Poverty porn comes in many forms: it can be written, photographed, or filmed. Any sort of media can be utilised to exploit the poor’s conditions to create sympathy, anger or outrage. The aims of poverty porn vary: sometimes increasing charity donations, sometimes selling newspapers, sometimes just entertainment. Famous examples of the latter include films like Slumdog Millionaire or, as Imogen Tyler discussed on Sunday Week 5 at the Assembly for Change, the upcoming second series of Channel 4 programme Benefits Street.
The term ‘porn’ is a rather apt description for this phenomenon. The content is often both graphic and extreme whilst being completely detached from reality. Though in many cases, like in Benefits Street, poverty claims to be truly represented in the form of a documentary, there is nothing honest or objective about it. Television especially is part of an international media that, because of the way it’s commissioned and edited, can only ever present a highly subjective form of reality. The same can be said for the written word or the photograph: we are always looking at the world through the perspective of the people who created them.
On the one hand, the media simplifies and stigmatises the poor for financial gain. In the case of TV programmes that seek to entertain, this is deplorable. For charities, on the other hand, it is often a necessity. Poverty porn is used to make problems more easily understandable to a privileged audience that is otherwise detached from the suffering going on elsewhere. It’s sensationalised suffering that perhaps can be justified by the fact that it brings in donations that can make even a small amount of difference.

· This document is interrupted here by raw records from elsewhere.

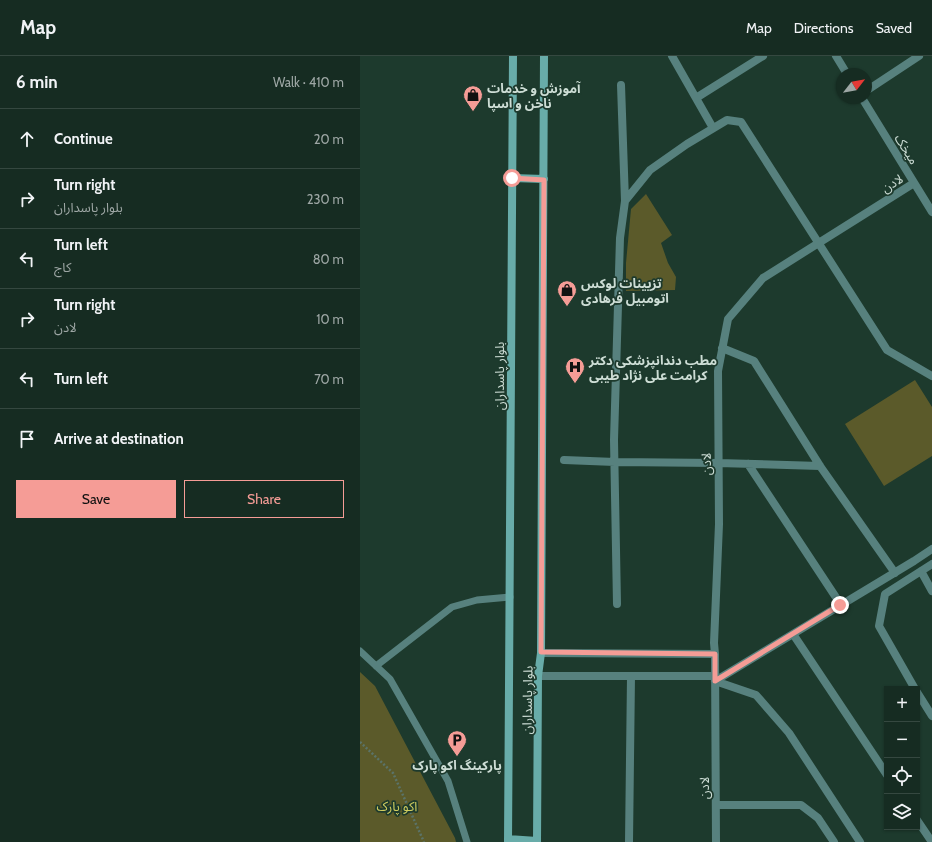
<!DOCTYPE html>
<meta charset="utf-8">
<style>
:root{--surface:#162c22;--page:#1f342a;--text:#f1f3f6;--muted:#9ea7a5;--line:#354840;--accent:#f59c96}
body{margin:0;font-family:Cabin,"Noto Sans Arabic",sans-serif;background:var(--page);color:var(--text)}
.controls{position:absolute;right:12px;bottom:12px;display:grid;overflow:hidden;border-radius:0px;box-shadow:0 1px 3px #0004}
.controls button{width:36px;height:36px;display:grid;place-items:center;padding:0;border:0;border-bottom:1px solid var(--line);background:var(--surface);color:var(--text);font:20px sans-serif}
.compass{position:absolute;left:476px;top:12px;width:36px;height:36px;border-radius:50%;background:var(--surface);box-shadow:0 1px 3px #0004;rotate:59deg}
.stop{position:absolute;width:12px;height:12px;margin:-9px;border:3px solid #f59c96;border-radius:50%;background:#fff}
.stop.end{background:#f59c96;border-color:#fff;box-shadow:0 1px 4px #0008}
.list{margin:0;padding:0;list-style:none}
h2{display:flex;justify-content:space-between;align-items:center;height:52px;margin:0;padding:0 16px;font-size:17px}
h2 small{font-size:13px;font-weight:400;color:var(--muted)}
.list li{display:grid;grid-template-columns:26px 1fr auto;gap:12px;align-items:center;box-sizing:border-box;height:60px;padding:0 16px;border-top:1px solid var(--line)}
.list b{display:block;font-size:15px;white-space:nowrap}
.list p{margin:0;font-size:13px;white-space:nowrap;color:var(--muted)}
.list em{font-size:13px;font-style:normal;color:var(--muted)}
.actions{display:flex;gap:8px;padding:12px 16px}
.actions a{flex:1;padding:9px 0;border:1px solid var(--accent);border-radius:0px;text-align:center;font-size:14px;color:var(--accent)}
.actions .main{background:var(--accent);color:#111}
.icon{flex:none;width:22px;height:22px;fill:none;stroke:currentColor;stroke-width:2;stroke-linecap:round;stroke-linejoin:round}
.map{position:relative;flex:none;width:572px;height:786px;overflow:hidden}
header{display:flex;align-items:center;gap:24px;box-sizing:border-box;height:56px;padding:0 20px;background:var(--surface);border-bottom:1px solid var(--line)}
header strong{font-size:19px}
nav{display:flex;gap:22px;margin-inline-start:auto;font-size:14px}
main{display:flex}
aside{flex:1;background:var(--surface)}
.map>svg:first-child{display:block}
</style>
<header>
<strong>Map</strong>
<nav><a>Map</a><a>Directions</a><a>Saved</a></nav>
</header>
<main>
<aside>
<h2>6 min<small>Walk · 410 m</small></h2>
<ul class="list">
<li><svg class="icon" aria-label="ahead" viewBox="0 0 24 24"><path d="M12 20V5M6 11l6-6 6 6"/></svg><div><b>Continue</b></div><em>20 m</em></li>
<li><svg class="icon" aria-label="right" viewBox="0 0 24 24"><path d="M7 20v-9h11M14 6l5 5-5 5"/></svg><div><b>Turn right</b><p>بلوار پاسداران</p></div><em>230 m</em></li>
<li><svg class="icon" aria-label="left" viewBox="0 0 24 24"><path d="M17 20v-9H6M10 6l-5 5 5 5"/></svg><div><b>Turn left</b><p>کاج</p></div><em>80 m</em></li>
<li><svg class="icon" aria-label="right" viewBox="0 0 24 24"><path d="M7 20v-9h11M14 6l5 5-5 5"/></svg><div><b>Turn right</b><p>لادن</p></div><em>10 m</em></li>
<li><svg class="icon" aria-label="left" viewBox="0 0 24 24"><path d="M17 20v-9H6M10 6l-5 5 5 5"/></svg><div><b>Turn left</b></div><em>70 m</em></li>
<li><svg class="icon" aria-label="arrive" viewBox="0 0 24 24"><path d="M6 21V4h12l-3 4 3 4H6"/></svg><div><b>Arrive at destination</b></div></li>
</ul>
<div class="actions"><a class="main">Save</a><a>Share</a></div>
</aside>
<div class="map">
<svg width="572" height="786" viewBox="0 0 572 786">
<rect width="100%" height="100%" fill="#1d3a2d"/>
<path fill="#5b5a2a" d="M 286,138 L 312,179 L 301,187 L 308,207 L 316,221 L 315,234 L 266,235 L 266,207 L 271,153 Z
M 555,324 L 572,351 L 572,400 L 524,430 L 485,368 Z
M 0,616 L 15,630 L 95,782 L 96,786 L 0,786 Z"/>
<g fill="none" stroke-linecap="round" stroke-linejoin="round">
<path stroke="#5b7368" stroke-width="2.5" stroke-dasharray="2 2" stroke-linecap="butt" d="M 0,686 L 33,717 L 64,786"/>
<path stroke="#57817e" stroke-width="7" d="M 0,595 L 30,623 L 88,725 L 107,786
M 16,610 L 92,551 L 117,544 L 150,541"/>
<path stroke="#57817e" stroke-width="8" d="M 312,0 L 353,72
M 476,0 L 487,18
M 261,29 L 265,145
M 506,35 L 559,0
M 336,42 L 403,0
M 502,42 L 572,156
M 362,292 L 394,305 L 460,410 L 535,517
M 204,404 L 255,406 L 358,407 L 460,410
M 388,408 L 481,549
M 561,515 L 572,535
M 257,548 L 254,384 L 260,182 L 265,145 L 290,114 L 327,88 L 367,64 L 381,66 L 527,294 L 572,320
M 433,578 L 527,719
M 181,597 L 355,598
M 178,620 L 355,620
M 355,625 L 554,505 L 572,493
M 355,625 L 396,639 L 429,677 L 500,786
M 555,633 L 519,570 L 525,538 L 572,508
M 557,636 L 572,660
M 356,749 L 441,749 L 458,762 L 474,786
M 557,764 L 572,786
M 269,786 L 271,620
M 356,786 L 355,598 L 354,587 L 359,468 L 358,315 L 368,263 L 403,222 L 554,127"/>
<path stroke="#68aca9" stroke-width="8" d="M 152,122 L 184,123
M 148,783 L 177,785
M 148,786 L 153,0
M 177,786 L 178,620 L 181,597 L 184,0"/>
</g>
<g fill="none" stroke-linecap="round" stroke-linejoin="round">
<path stroke="#f59c96" stroke-width="5" d="M 152,122 L 184,124 L 181,596 L 355,598 L 355,625 L 480,549"/>
</g>
<defs>
<g id="shop-pin" transform="scale(1)"><path d="M0 17L-7.5 6A9.5 9.5 0 1 1 7.5 6Z" fill="#f59c96" stroke="#1d3a2d"/><path d="M-5-2.5h2.3a2.7 3.5 0 0 1 5.4 0H5L5.5 6h-11ZM-1.5-2.5h3a1.5 2.3 0 0 0-3 0Z" fill="#111"/></g>
<g id="hospital-pin" transform="scale(1)"><path d="M0 17L-7.5 6A9.5 9.5 0 1 1 7.5 6Z" fill="#f59c96" stroke="#1d3a2d"/><path d="M-5-5h3v3.5h4V-5h3V5h-3V1.5h-4V5h-3Z" fill="#111"/></g>
<g id="parking-pin" transform="scale(1)"><path d="M0 17L-7.5 6A9.5 9.5 0 1 1 7.5 6Z" fill="#f59c96" stroke="#1d3a2d"/><path d="M-3.5-5.5H1a3.5 3.5 0 0 1 0 7H-1V5.5H-3.5ZM-1-3.4V-.6H.8a1.4 1.4 0 0 0 0-2.8Z" fill="#111"/></g>
</defs>
<g fill-rule="evenodd">
<use href="#shop-pin" x="113" y="39"/>
<use href="#shop-pin" x="207" y="234"/>
<use href="#hospital-pin" x="215" y="311"/>
<use href="#parking-pin" x="97" y="684"/>
</g>
<g text-anchor="middle" stroke-width="3.5" stroke-linejoin="round" paint-order="stroke">
<g font-size="13" font-weight="bold" fill="#cdddd5" stroke="#1d3a2d" text-anchor="start">
<text x="127" y="37">آموزش و خدمات<tspan x="127" dy="15">ناخن و اسپا</tspan></text>
<text x="221" y="232">تزیینات لوکس<tspan x="221" dy="15">اتومبیل فرهادی</tspan></text>
<text x="229" y="309">مطب دندانپزشکی دکتر<tspan x="229" dy="15">کرامت علی نژاد طیبی</tspan></text>
<text x="97" y="714" text-anchor="middle">پارکینگ اکو پارک</text>
</g>
<g font-size="13" fill="#cdddd5" stroke="#1d3a2d">
<text transform="translate(547 93) rotate(58)" y="5">میخک</text>
<text transform="translate(532 127) rotate(-32)" y="5">لادن</text>
<text transform="translate(139 320) rotate(-90)" y="5">بلوار پاسداران</text>
<text transform="translate(346 408) rotate(-91)" y="5">لادن</text>
<text transform="translate(167 644) rotate(-89)" y="5">بلوار پاسداران</text>
<text transform="translate(344 732) rotate(-90)" y="5">لادن</text>
</g>
<g font-size="13" fill="#d1ce60" stroke="#1d3a2d">
<text x="37" y="755">اکو پارک</text>
</g>
</g>
</svg>
<div class="controls">
<button>+</button>
<button>−</button>
<button><svg class="icon" aria-label="locate" viewBox="0 0 24 24"><circle cx="12" cy="12" r="6"/><path d="M12 2v4M12 18v4M2 12h4M18 12h4"/></svg></button>
<button><svg class="icon" aria-label="layers" viewBox="0 0 24 24"><path d="M12 4l9 5-9 5-9-5zM3 14l9 5 9-5"/></svg></button>
</div>
<svg class="compass" viewBox="-18 -18 36 36"><path d="M0-13l5 13h-10z" fill="#e53935"/><path d="M0 13l5-13h-10z" fill="#9ea7a5"/></svg>
<div class="stop" style="left:152px;top:122px"></div>
<div class="stop end" style="left:480px;top:549px"></div>
</div>
</main>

However, poverty porn as utilised by charities is also dangerous as it perpetuates harmful ideologies. It tells the poor that they are helpless and the rich that money is the only way to further change. Ignored are holistic images of poverty, which could be used to highlight the perfectly preventable causes of social injustice that so easily perpetuate themselves. Instead there is an excess of extreme suffering that evokes hopelessness, humiliation, and ultimately inferiority. It is successful in empowering the wrong person – as the wealthy are put in the position of saviours – ignoring the need for mutual transformation.

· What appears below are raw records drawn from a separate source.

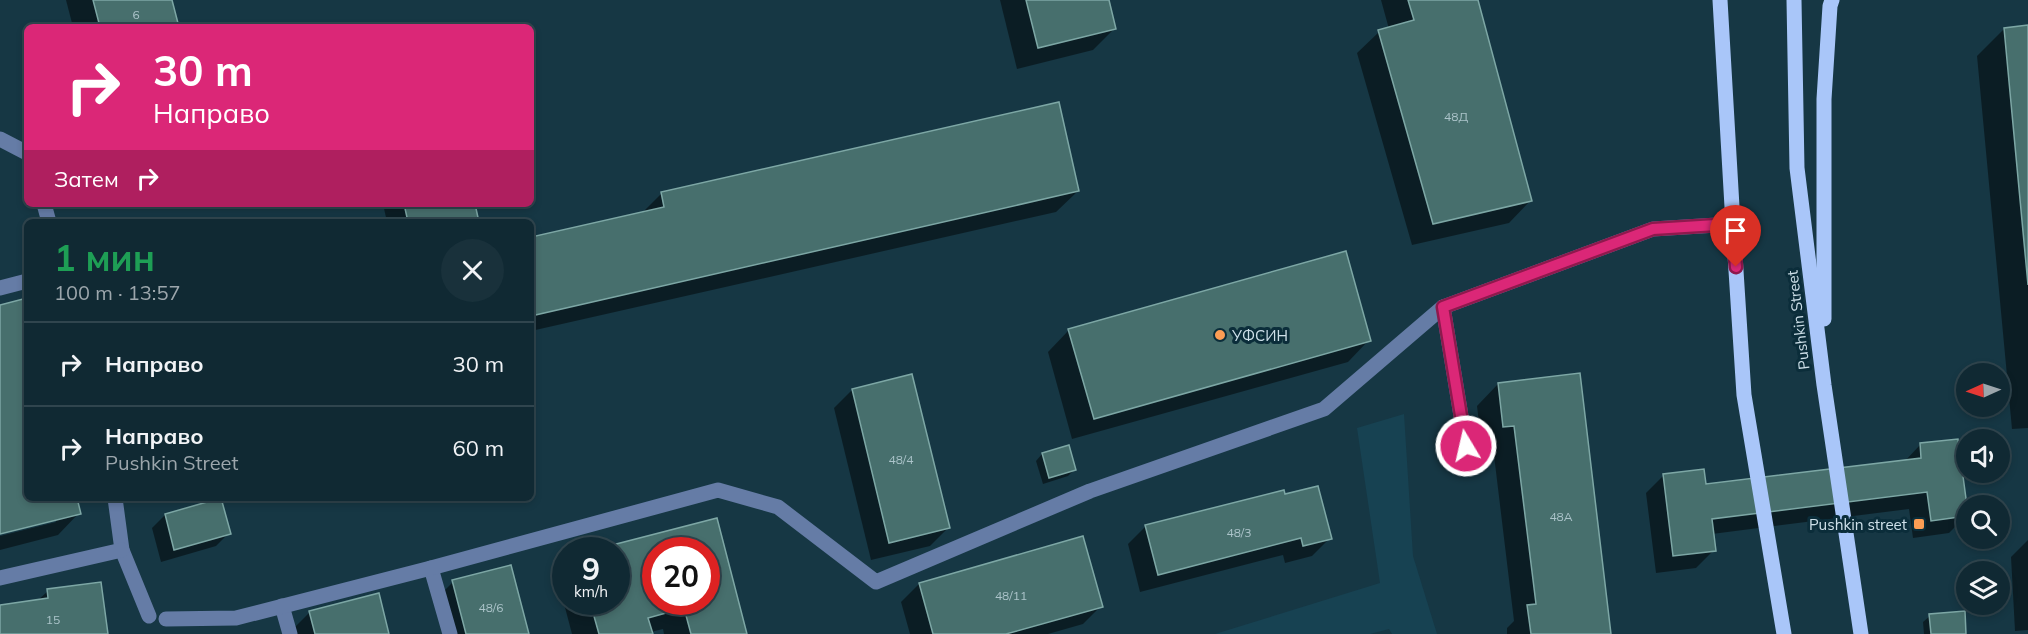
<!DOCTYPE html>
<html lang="ru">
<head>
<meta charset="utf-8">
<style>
  :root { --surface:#102933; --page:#19313b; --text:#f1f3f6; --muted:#9ca6ac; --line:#30454e }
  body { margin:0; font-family:Mulish,sans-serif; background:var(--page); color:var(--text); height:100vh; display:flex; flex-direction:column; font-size:22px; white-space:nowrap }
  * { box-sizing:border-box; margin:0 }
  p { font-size:20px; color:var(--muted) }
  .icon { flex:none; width:33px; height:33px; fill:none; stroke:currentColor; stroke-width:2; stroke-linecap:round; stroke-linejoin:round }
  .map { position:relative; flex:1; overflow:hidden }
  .panel { position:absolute; left:24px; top:219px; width:510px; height:282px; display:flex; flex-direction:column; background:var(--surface); border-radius:9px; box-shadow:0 3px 9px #0003,0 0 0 2px var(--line) }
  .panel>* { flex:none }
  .hud { position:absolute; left:24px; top:24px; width:510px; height:183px; border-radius:9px; box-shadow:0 3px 9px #0003,0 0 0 2px var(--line); background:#db2777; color:#fff; overflow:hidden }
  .needle { width:39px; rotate:267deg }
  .buttons { position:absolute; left:1956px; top:363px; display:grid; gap:12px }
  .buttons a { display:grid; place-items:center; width:54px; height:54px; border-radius:50%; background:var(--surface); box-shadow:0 3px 9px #0003,0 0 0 2px var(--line); font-size:30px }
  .speed { position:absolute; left:552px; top:537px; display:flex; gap:12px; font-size:30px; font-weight:700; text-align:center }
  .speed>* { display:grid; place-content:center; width:78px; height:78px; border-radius:50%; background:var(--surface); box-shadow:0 3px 9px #0003,0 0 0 2px var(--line); line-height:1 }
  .speed small { font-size:15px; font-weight:400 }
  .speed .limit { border:9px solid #d22; background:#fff; color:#111 }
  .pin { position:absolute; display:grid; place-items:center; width:51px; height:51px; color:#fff; margin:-62px -26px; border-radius:50% 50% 50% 0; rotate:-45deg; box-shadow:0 0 6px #0007 }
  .pin .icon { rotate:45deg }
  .me { position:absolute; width:66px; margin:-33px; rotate:351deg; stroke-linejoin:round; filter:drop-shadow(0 0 4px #0008) }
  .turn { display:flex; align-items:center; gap:21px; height:126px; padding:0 30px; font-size:27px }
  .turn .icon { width:78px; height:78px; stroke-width:2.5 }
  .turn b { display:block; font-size:42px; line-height:51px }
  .then { display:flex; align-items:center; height:57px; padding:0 30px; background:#0003; gap:12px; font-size:22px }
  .round { display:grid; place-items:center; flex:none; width:63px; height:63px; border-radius:32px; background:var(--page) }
  .overview { display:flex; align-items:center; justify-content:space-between; height:102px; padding:0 30px }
  h1 { font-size:36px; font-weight:700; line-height:45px; color:#1e9e55 }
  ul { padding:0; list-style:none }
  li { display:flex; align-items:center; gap:18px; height:84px; padding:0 30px; border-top:2px solid var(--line) }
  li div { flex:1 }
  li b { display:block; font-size:22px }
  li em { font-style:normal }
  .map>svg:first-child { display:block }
</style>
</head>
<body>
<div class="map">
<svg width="2028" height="634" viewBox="0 0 2028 634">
  <rect width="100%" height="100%" fill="#163744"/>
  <polygon fill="#174252" points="1404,414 1413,556 1437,634 1392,634 1389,629 1370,634 1215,634 1380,583 1357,428"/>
  <g fill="#0007" fill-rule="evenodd">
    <polygon points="66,0 171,0 177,27 73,27"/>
    <polygon points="1000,0 1108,0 1115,28 1093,50 1017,69"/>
    <polygon points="1381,0 1476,0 1530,201 1509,223 1412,245 1357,53 1379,32 1389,29"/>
    <polygon points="2028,27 2028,428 2012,429 1977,56 2004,29"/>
    <polygon points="1058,104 1078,191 1056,212 531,331 531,239 641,214 661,194"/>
    <polygon points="383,204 473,204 478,222 387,222"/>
    <polygon points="27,305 27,498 75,498 79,513 58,535 0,550 0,536 56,522 56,519 0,533 0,306"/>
    <polygon points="1069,330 1369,340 1348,362 1072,439 1048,352"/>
    <polygon points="1498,384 1609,634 1507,634 1507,628 1514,621 1493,447 1482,448 1477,406"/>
    <polygon points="852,390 948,528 930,546 871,560 834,408"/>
    <polygon points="1957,440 1966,516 1949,533 1913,538 1909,509 1712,534 1714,550 1696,568 1656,573 1646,493 1664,475 1705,486 1904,462 1920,445"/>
    <polygon points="1068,447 1075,469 1068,476 1043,484 1036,461 1042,454"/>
    <polygon points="1284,496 1330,538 1312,556 1285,563 1283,555 1140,592 1128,544 1146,526"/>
    <polygon points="220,500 229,533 216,546 161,562 152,528 165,515"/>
    <path d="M716,520l29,114h-81l-1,-5 -12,3v2h-79l-15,-57 9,-8v33h50v-52h-17zM656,550h50v52h-50z"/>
    <polygon points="2028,540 2028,630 2015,631 2011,557"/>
    <polygon points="453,582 528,634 444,634 435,600"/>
    <polygon points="919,584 1101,606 1083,624 1048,634 910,634 901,602"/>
    <polygon points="48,591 106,634 0,634 0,606 37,601"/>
    <polygon points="310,612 387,634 293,634 292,630"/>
    <polygon points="1930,616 1965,634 1924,634 1923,622"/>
  </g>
  <g fill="#476f6d" stroke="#7da7a5" stroke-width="1.5" fill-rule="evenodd">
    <polygon points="93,0 172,0 179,27 100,27"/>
    <polygon points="1026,0 1109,0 1116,29 1038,48"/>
    <polygon points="1408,0 1478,0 1532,201 1433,224 1378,30 1414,20"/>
    <polygon points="2028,25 2028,285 2004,28"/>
    <polygon points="1059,102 1079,191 531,316 531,237 664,207 661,192"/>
    <polygon points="404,204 475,204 479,222 408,222"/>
    <polygon points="1346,251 1371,341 1094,419 1068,329"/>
    <polygon points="27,298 27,498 77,498 81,514 0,534 0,305"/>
    <polygon points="1580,373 1611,634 1531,634 1527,605 1536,604 1514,426 1503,427 1498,383"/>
    <polygon points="912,374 950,528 889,543 852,389"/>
    <polygon points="1958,439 1967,506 1966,516 1931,521 1927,492 1712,519 1716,551 1673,556 1663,474 1704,469 1706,484 1921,458 1920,443"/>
    <polygon points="1069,445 1076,470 1049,478 1042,453"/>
    <polygon points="1318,486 1332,539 1303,546 1301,538 1158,575 1145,525 1284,490 1285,494"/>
    <polygon points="221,498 231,534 174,550 165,514"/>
    <path d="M717,518l30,116h-56l-7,-26 -36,10 5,16h-54l-9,-32h26v-52h-23zM656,550h50v52h-50z"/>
    <polygon points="1083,536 1103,607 1006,634 933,634 919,583"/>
    <polygon points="511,565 529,634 466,634 452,580"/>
    <polygon points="101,582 108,634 0,634 0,605 48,598 47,589"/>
    <polygon points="379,593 389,634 315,634 309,611"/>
    <polygon points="1965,611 1966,634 1931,634 1929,614"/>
  </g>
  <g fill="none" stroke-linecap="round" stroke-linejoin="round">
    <g stroke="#657ca6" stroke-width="15">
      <polyline points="0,139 27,153"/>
      <polyline points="44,204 49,222"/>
      <polyline points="0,288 27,281"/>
      <polyline points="1443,307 1466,446"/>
      <polyline points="115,498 122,550 149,616"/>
      <polyline points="431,568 450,634"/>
      <polyline points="0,578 122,550"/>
      <polyline points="282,606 290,634"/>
      <polyline points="166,619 236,618 431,568 718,490 778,507 876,582 1090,491 1324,409 1443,307 1653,229 1733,224"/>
    </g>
    <g stroke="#a9c6f9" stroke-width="15">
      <polyline points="1720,0 1733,224 1744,395 1784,634"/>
      <polyline points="1794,0 1797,168 1824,385 1861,634"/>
      <polyline points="1824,319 1824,99 1830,6 1832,0"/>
    </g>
  </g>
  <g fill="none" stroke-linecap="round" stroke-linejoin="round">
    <defs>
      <polyline id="route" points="1466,446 1443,307 1653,229 1732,224 1736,267"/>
    </defs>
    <use href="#route" stroke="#8e194d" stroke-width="15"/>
    <use href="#route" stroke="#db2777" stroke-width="10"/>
  </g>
  <g fill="#fc9d54" stroke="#0b2d3a" stroke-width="2">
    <circle cx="1220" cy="335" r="6"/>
    <rect x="1913" y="518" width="12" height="12" rx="3"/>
  </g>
  <g text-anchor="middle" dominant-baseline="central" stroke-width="6" stroke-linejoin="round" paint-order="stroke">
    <g font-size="12" fill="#acc4ca">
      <text x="136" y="14">6</text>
      <text x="1456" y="116">48Д</text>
      <text x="901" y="459">48/4</text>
      <text x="1561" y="516">48А</text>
      <text x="1239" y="532">48/3</text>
      <text x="1011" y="595">48/11</text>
      <text x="491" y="607">48/6</text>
      <text x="53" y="619">15</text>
    </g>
    <g font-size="15" fill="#cee0e9" stroke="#0b2d3a">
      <text transform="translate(1798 320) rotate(-97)">Pushkin Street</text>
    </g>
    <g font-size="15" fill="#cee0e9" stroke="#0b2d3a" text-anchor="start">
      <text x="1232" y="335">УФСИН</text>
      <text x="1907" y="524" text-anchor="end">Pushkin street</text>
    </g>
  </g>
</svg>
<div class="buttons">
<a><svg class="needle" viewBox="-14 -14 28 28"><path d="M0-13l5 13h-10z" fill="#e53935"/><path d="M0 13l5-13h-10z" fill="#9ca6ac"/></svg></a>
<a><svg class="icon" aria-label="sound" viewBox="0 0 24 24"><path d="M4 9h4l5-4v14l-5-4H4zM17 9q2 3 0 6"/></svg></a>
<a><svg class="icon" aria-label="search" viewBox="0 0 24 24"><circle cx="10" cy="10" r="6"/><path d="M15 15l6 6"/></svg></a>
<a><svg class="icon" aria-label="layers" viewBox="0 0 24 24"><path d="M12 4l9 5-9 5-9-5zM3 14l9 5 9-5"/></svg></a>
</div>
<div class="speed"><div>9<small>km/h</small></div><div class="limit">20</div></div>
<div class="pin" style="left:1736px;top:267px;background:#d93025"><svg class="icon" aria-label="arrive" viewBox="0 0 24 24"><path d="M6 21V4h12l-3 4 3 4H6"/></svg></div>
<svg class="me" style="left:1466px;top:446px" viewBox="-20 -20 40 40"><circle r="17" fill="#db2777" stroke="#fff" stroke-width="3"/><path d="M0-11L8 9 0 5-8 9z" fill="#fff"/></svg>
<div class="hud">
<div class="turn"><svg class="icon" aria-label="right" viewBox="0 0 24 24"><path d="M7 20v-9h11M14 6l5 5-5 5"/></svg><div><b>30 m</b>Направо</div></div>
<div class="then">Затем<svg class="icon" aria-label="right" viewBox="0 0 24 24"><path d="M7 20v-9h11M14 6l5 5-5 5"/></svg></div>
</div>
<section class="panel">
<div class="overview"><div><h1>1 мин</h1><p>100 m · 13:57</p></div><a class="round"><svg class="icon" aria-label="close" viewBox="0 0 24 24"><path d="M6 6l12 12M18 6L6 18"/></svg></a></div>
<ul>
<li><svg class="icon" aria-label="right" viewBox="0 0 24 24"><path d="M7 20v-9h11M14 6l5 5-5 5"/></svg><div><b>Направо</b></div><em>30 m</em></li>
<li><svg class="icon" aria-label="right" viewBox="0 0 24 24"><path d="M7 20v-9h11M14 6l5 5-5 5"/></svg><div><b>Направо</b><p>Pushkin Street</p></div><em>60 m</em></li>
</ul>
</section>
</div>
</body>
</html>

A similar analysis can also be applied to Benefits Street. According to Channel 4’s executive, Ralph Lee, there is no malign intention; “there is no agenda”. Yet in television programming there always is an agenda: to make as much money as possible by getting the highest number of viewers. And the way it’s done in Benefits Street is by shameless exploitation – in the 10-second introduction itself we see men smoking in doorways as children play near large piles of domestic waste in the streets.
It’s also a very apparent criticism of welfare policy. As Tyler rightly argues, the images we are confronted with in Benefits Street lead us to re-imagine the welfare state as the head of a ‘benefits culture’ that both impoverishes citizens and feeds addictions, leading to a welfare dependency that imprisons the poor. True, current welfare policy is such that often, living unemployed off benefits is only slightly less profitable than having a job. The welfare system, designed to reduce inequalities, has instead ended up creating even more social segregation.
There has been significant backlash against Benefits Street. Before filming for the second series begin in Grimsby, Austin Mitchell MP accused Channel 4 of “demonising the poor and making poverty entertainment”. Mitchell had his own reasons for trying to remove the Channel 4 camera teams from Grimsby, but the popularity of such poverty porn has been shocking to politicians, critics, and viewers alike. As to actually addressing the problem of poverty in the UK and generating real change, however, not much has been done.